Problem =>
In the entries that follow, which lines hold the string "Place"? List them.

BEGIN Source material

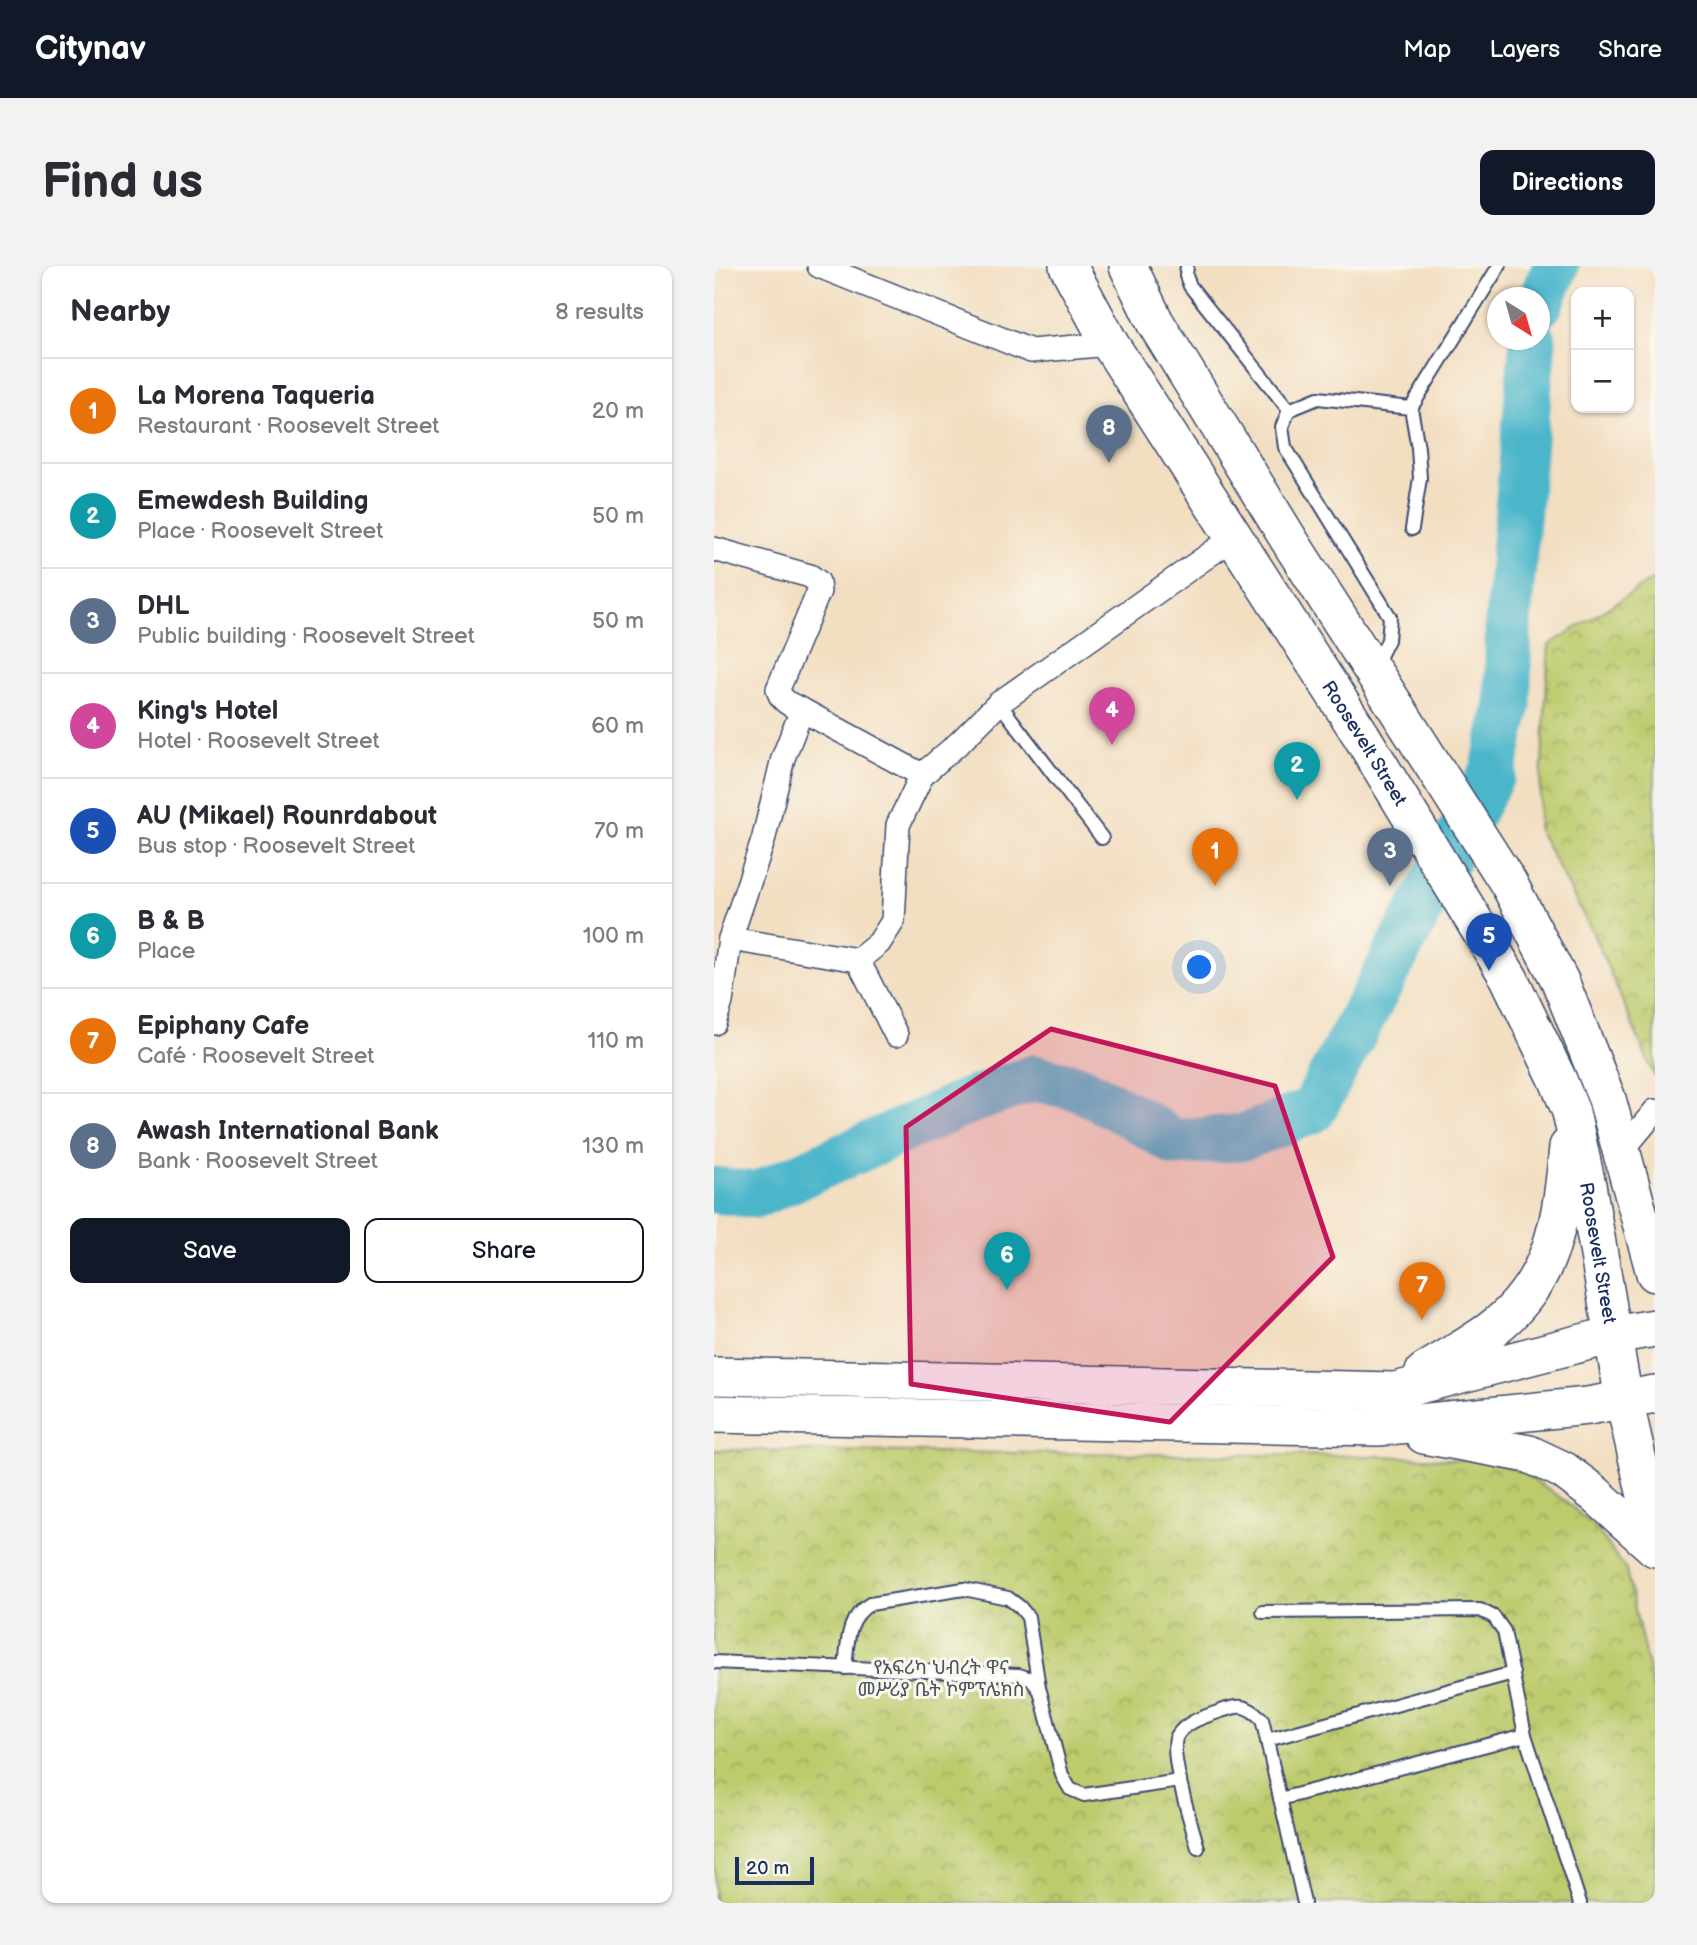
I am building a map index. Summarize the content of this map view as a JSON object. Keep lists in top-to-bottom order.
{
  "streets": {
    "main road": ["Roosevelt Street"]
  },
  "parks": ["የአፍሪካ ህብረት ዋና መሥሪያ ቤት ኮምፕሌክስ"],
  "scale_bar": "20 m",
  "north": "bottom right",
  "page": {
    "header": "Citynav",
    "nav": ["Map", "Layers", "Share"],
    "buttons": [
      "Directions",
      ["Save", "Share"]
    ],
    "title": "Find us",
    "heading": ["Nearby", "8 results"],
    "map_buttons": ["+", "−"],
    "list": [
      {
        "mark": "1",
        "name": "La Morena Taqueria",
        "note": "Restaurant · Roosevelt Street",
        "value": "20 m"
      },
      {
        "mark": "2",
        "name": "Emewdesh Building",
        "note": "Place · Roosevelt Street",
        "value": "50 m"
      },
      {
        "mark": "3",
        "name": "DHL",
        "note": "Public building · Roosevelt Street",
        "value": "50 m"
      },
      {
        "mark": "4",
        "name": "King's Hotel",
        "note": "Hotel · Roosevelt Street",
        "value": "60 m"
      },
      {
        "mark": "5",
        "name": "AU (Mikael) Rounrdabout",
        "note": "Bus stop · Roosevelt Street",
        "value": "70 m"
      },
      {
        "mark": "6",
        "name": "B & B",
        "note": "Place",
        "value": "100 m"
      },
      {
        "mark": "7",
        "name": "Epiphany Cafe",
        "note": "Café · Roosevelt Street",
        "value": "110 m"
      },
      {
        "mark": "8",
        "name": "Awash International Bank",
        "note": "Bank · Roosevelt Street",
        "value": "130 m"
      }
    ],
    "pins": [
      "8",
      "4",
      "2",
      "1",
      "3",
      "5",
      "6",
      "7"
    ],
    "scale": "20 m"
  }
}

END Source material

Reply =>
        "note": "Place · Roosevelt Street",
        "note": "Place",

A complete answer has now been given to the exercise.